* DIRECTIONS FOR THIS TASK
Read through the listing and copy every line that contains the word "solid".

* DATA SECTION

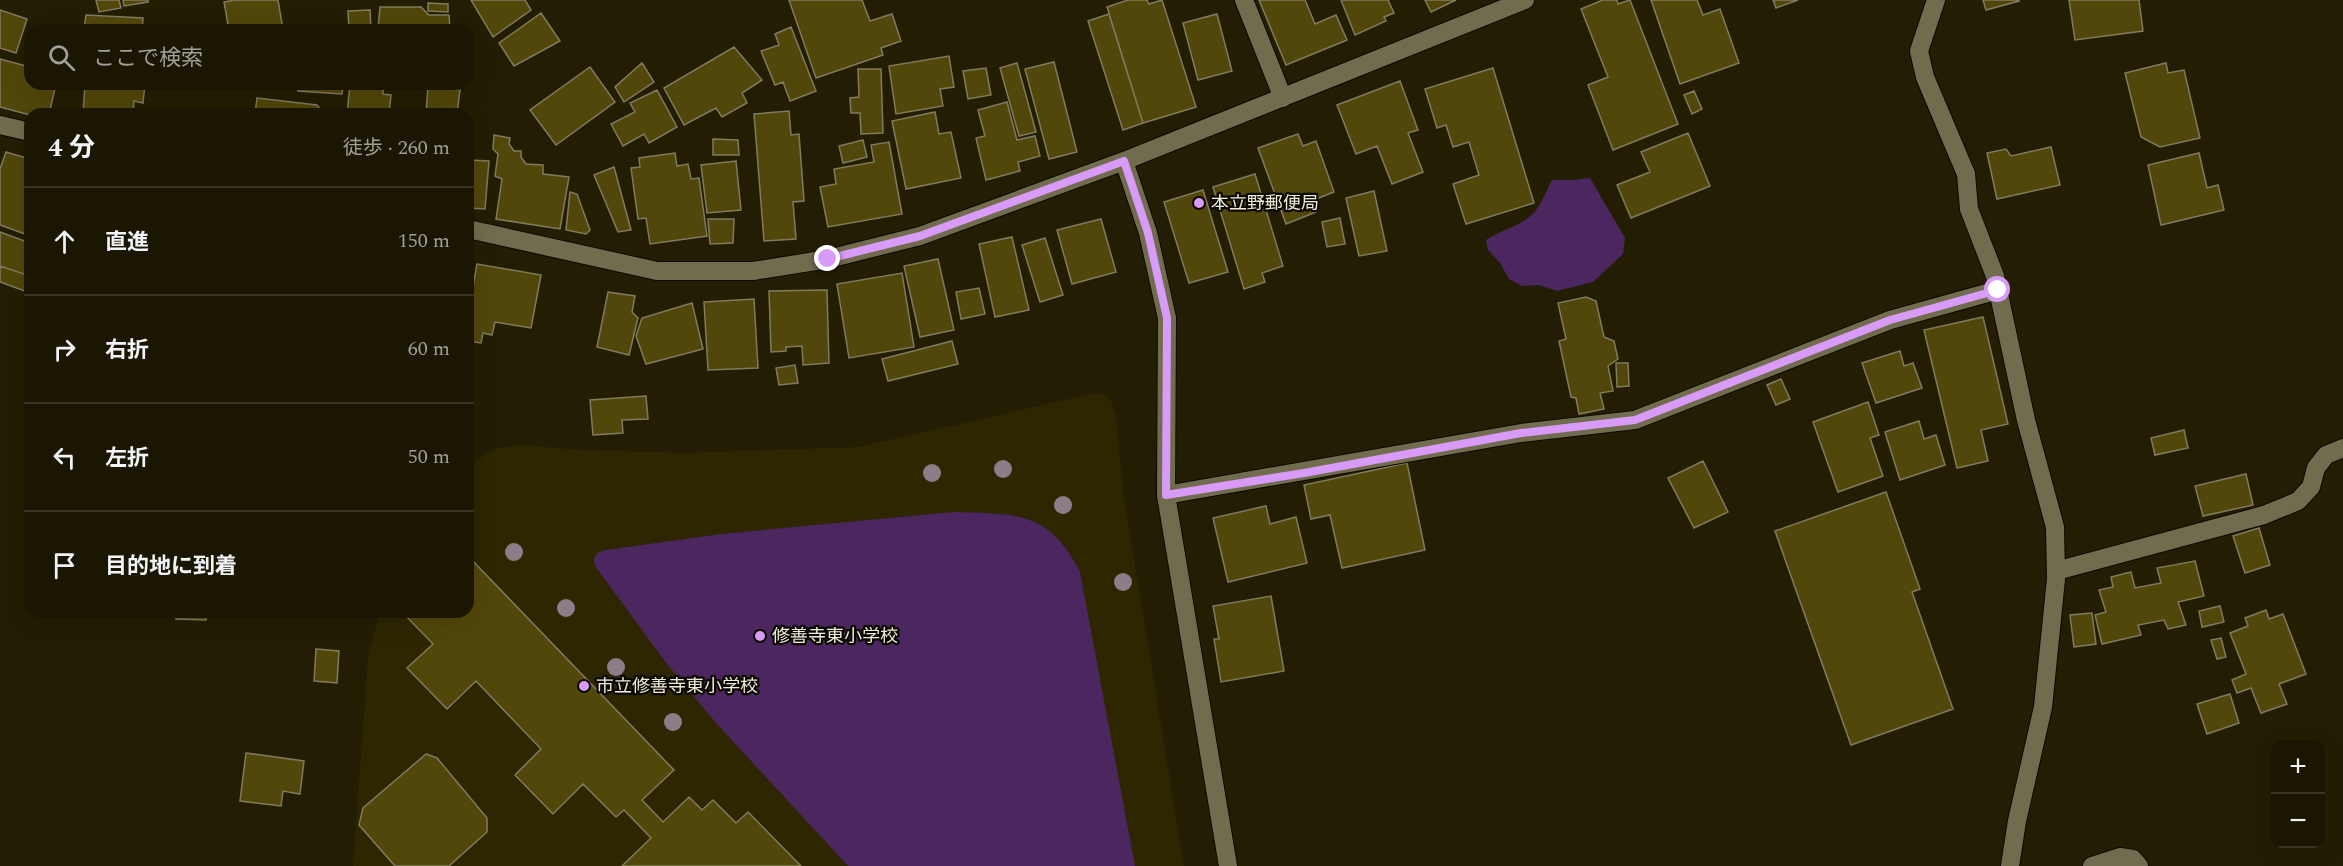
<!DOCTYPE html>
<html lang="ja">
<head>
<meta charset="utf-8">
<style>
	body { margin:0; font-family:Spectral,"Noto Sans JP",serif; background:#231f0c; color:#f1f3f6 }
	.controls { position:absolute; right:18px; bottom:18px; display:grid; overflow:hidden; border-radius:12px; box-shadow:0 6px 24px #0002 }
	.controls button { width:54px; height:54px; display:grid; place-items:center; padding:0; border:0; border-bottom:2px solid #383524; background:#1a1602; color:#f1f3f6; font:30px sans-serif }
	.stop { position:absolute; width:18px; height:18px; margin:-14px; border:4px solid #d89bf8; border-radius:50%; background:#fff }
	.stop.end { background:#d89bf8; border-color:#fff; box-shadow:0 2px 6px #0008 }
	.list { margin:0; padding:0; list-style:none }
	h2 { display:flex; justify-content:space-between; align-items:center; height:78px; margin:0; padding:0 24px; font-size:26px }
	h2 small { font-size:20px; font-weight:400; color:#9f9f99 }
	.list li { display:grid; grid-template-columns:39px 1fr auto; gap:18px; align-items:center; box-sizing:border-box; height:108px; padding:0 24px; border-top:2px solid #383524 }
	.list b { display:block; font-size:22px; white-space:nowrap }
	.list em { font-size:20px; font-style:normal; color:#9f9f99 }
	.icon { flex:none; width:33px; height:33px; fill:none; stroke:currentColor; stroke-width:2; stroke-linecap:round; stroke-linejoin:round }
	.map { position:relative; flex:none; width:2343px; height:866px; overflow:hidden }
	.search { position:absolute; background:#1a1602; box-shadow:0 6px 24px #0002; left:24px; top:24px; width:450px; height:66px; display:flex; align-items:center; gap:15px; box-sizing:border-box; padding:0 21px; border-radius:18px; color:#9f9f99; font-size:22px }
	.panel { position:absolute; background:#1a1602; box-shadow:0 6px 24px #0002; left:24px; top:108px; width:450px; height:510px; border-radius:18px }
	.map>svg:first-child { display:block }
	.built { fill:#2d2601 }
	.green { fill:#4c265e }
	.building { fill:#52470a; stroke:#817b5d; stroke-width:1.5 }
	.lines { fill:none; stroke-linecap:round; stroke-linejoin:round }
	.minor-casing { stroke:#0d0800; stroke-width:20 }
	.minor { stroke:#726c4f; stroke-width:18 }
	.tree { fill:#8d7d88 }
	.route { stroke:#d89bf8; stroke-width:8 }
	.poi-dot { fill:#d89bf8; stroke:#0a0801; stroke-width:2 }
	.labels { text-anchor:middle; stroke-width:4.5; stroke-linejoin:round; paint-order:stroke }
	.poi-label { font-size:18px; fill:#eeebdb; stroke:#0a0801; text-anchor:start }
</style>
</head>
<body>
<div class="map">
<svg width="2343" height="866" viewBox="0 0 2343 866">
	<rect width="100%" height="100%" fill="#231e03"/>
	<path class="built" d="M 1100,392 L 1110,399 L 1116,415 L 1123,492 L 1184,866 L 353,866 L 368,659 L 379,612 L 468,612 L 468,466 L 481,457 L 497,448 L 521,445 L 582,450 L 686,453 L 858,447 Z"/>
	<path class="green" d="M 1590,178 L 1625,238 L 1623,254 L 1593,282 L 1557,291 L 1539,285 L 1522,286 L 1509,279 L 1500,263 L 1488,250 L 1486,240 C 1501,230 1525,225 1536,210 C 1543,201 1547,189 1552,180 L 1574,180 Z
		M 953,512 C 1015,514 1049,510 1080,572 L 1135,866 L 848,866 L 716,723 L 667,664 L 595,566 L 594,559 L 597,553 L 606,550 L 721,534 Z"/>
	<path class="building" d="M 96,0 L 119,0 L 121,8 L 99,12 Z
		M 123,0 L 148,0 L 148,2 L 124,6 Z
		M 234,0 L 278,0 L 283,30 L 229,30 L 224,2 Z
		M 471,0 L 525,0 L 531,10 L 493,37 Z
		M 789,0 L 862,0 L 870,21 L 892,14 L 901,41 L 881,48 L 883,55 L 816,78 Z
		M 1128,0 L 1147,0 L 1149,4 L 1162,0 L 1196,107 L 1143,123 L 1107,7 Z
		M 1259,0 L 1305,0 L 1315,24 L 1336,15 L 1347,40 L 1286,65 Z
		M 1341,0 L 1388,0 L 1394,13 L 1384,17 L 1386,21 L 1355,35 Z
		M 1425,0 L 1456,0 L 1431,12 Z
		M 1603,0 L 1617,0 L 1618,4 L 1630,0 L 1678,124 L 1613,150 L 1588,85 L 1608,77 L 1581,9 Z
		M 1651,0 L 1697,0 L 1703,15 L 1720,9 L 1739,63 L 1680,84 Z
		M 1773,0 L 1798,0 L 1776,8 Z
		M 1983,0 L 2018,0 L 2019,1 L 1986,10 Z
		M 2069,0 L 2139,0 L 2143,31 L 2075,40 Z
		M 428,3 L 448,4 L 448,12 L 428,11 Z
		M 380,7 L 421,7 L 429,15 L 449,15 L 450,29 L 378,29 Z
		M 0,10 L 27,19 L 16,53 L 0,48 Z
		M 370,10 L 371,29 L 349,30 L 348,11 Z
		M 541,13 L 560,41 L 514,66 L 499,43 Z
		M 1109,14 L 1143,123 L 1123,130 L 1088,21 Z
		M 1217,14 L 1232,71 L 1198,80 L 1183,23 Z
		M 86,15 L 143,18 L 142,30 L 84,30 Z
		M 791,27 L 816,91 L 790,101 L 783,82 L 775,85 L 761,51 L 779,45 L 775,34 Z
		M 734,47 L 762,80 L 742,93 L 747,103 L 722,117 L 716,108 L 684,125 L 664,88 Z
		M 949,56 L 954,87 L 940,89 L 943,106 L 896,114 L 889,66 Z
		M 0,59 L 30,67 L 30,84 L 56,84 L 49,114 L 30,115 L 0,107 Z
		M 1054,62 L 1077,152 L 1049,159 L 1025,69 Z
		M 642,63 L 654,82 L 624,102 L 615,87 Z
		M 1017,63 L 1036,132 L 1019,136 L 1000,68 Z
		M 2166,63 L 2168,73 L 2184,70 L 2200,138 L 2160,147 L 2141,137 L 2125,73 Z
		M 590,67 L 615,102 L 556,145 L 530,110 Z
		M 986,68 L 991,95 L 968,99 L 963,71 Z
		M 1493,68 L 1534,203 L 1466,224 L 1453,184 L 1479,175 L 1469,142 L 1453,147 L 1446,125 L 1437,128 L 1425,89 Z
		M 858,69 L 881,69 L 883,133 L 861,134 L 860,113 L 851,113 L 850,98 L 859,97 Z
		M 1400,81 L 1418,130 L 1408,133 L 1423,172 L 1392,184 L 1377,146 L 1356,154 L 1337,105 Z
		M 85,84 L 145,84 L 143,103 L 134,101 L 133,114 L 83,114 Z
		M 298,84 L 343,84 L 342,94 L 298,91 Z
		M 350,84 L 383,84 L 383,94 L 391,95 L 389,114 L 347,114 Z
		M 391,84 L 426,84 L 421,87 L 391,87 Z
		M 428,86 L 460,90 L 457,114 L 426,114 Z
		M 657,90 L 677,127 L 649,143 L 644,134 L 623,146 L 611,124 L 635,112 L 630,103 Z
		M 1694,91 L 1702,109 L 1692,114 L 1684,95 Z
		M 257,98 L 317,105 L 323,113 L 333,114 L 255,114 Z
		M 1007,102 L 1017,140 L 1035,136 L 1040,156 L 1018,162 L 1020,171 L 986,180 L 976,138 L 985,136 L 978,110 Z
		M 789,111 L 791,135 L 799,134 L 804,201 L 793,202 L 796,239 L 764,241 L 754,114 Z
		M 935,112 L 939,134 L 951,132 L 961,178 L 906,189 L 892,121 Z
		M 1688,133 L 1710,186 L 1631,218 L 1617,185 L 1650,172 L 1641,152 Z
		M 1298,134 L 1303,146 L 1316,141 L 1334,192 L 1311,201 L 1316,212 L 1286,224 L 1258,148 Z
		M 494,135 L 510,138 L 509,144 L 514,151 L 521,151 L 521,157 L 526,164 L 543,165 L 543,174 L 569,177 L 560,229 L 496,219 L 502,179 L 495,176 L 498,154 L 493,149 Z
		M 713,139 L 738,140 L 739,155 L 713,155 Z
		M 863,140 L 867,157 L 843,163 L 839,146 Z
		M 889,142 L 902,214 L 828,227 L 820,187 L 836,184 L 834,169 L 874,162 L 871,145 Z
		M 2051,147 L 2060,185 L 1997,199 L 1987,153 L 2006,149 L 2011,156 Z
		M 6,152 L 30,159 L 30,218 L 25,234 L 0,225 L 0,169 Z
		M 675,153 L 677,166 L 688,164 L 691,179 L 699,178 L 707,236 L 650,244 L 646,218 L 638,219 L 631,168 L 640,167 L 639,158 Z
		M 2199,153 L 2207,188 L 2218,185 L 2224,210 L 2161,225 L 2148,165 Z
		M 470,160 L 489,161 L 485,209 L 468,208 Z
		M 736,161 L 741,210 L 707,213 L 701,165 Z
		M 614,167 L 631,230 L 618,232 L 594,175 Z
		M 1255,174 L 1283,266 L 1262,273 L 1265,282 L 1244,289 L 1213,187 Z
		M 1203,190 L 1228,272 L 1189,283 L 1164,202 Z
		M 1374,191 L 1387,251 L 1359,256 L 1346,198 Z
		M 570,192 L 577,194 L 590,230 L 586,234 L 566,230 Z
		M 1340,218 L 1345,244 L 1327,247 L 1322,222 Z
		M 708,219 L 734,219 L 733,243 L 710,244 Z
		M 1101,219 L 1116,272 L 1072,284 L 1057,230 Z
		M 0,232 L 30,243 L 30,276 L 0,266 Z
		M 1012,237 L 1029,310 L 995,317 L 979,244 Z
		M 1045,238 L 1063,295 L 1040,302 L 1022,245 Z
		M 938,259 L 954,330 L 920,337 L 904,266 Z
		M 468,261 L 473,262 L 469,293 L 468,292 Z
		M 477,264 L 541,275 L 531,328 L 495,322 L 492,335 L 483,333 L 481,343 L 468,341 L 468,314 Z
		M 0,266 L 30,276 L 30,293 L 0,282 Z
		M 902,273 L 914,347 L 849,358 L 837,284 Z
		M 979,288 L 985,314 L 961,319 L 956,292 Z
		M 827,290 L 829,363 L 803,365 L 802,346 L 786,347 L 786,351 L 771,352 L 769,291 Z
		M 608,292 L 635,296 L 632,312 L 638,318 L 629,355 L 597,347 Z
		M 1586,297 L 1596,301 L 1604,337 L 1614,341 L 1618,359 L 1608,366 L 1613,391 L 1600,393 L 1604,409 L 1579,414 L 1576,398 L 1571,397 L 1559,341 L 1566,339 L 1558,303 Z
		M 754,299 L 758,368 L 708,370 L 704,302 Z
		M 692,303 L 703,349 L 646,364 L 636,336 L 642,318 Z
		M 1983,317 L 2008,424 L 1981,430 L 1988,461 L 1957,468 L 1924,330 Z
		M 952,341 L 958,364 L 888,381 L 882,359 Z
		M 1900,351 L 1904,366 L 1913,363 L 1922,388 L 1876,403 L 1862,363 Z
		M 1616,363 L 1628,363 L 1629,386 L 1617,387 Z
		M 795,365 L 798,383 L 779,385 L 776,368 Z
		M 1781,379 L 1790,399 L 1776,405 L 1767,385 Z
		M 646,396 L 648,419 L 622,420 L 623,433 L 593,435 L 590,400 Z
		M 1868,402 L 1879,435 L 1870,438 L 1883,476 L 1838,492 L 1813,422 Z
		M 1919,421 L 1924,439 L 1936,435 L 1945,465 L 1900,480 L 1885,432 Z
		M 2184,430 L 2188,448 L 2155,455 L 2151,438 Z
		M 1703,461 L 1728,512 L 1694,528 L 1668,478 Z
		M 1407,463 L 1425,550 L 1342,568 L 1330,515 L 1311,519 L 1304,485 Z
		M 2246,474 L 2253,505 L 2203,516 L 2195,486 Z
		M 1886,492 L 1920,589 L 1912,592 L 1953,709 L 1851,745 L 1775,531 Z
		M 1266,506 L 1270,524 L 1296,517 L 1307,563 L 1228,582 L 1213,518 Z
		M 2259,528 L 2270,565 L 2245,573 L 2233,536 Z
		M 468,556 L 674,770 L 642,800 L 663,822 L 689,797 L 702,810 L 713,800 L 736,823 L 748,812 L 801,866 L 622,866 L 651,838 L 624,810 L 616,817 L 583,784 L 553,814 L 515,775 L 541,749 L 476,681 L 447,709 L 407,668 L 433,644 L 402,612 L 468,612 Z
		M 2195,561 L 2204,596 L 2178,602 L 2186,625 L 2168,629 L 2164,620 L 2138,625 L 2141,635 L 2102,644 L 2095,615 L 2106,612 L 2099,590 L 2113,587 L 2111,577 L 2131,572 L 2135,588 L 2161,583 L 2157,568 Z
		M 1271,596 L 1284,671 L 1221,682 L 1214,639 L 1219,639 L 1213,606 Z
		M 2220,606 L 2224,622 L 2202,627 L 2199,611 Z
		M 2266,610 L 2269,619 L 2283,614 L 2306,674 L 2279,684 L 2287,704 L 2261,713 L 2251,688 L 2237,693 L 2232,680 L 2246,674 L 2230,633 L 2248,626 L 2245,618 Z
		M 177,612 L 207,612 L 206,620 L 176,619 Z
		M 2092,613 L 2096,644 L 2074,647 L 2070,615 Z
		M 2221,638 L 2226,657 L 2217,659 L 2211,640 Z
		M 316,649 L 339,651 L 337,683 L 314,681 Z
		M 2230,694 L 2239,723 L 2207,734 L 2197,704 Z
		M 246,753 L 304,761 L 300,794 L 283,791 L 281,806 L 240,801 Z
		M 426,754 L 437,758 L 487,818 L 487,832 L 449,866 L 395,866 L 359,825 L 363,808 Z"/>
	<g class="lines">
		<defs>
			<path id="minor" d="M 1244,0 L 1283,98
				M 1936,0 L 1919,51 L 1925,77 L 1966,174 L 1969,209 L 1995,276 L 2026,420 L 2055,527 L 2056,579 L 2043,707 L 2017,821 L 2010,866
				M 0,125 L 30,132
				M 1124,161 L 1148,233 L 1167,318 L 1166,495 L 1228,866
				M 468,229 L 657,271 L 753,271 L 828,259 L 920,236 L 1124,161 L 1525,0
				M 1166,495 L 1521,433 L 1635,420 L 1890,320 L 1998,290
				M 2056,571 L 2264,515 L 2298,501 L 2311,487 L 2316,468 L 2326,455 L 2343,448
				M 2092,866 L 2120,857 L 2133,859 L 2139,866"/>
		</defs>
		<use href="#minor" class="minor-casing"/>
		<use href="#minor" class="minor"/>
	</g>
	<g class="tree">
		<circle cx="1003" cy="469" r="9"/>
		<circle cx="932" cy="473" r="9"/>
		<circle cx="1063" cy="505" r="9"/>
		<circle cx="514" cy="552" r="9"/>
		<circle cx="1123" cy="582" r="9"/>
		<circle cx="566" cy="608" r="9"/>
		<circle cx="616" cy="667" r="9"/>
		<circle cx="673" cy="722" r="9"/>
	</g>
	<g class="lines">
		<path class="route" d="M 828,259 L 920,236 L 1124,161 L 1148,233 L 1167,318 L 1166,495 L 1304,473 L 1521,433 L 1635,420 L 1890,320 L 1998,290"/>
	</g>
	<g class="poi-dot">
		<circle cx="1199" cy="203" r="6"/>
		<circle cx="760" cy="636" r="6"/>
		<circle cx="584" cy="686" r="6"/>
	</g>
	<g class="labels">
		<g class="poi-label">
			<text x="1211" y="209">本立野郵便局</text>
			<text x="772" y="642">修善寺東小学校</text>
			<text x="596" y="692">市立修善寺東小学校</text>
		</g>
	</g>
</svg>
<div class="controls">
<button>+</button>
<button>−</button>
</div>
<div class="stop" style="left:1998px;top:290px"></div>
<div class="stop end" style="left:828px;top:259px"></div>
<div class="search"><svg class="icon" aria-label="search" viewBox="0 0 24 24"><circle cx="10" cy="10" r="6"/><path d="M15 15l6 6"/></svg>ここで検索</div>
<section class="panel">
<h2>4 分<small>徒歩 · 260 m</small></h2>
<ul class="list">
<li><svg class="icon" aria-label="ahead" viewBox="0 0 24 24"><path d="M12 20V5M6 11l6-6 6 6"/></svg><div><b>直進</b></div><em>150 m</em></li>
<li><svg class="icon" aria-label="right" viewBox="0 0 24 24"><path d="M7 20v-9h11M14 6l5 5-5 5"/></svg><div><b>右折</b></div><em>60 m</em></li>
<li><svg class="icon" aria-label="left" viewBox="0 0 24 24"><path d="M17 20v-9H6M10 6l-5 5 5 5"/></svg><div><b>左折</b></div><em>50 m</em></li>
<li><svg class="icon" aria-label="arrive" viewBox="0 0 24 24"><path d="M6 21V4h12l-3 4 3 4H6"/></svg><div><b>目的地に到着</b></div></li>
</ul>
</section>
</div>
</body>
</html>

* COMPLETED EXERCISE
	.controls button { width:54px; height:54px; display:grid; place-items:center; padding:0; border:0; border-bottom:2px solid #383524; background:#1a1602; color:#f1f3f6; font:30px sans-serif }
	.stop { position:absolute; width:18px; height:18px; margin:-14px; border:4px solid #d89bf8; border-radius:50%; background:#fff }
	.list li { display:grid; grid-template-columns:39px 1fr auto; gap:18px; align-items:center; box-sizing:border-box; height:108px; padding:0 24px; border-top:2px solid #383524 }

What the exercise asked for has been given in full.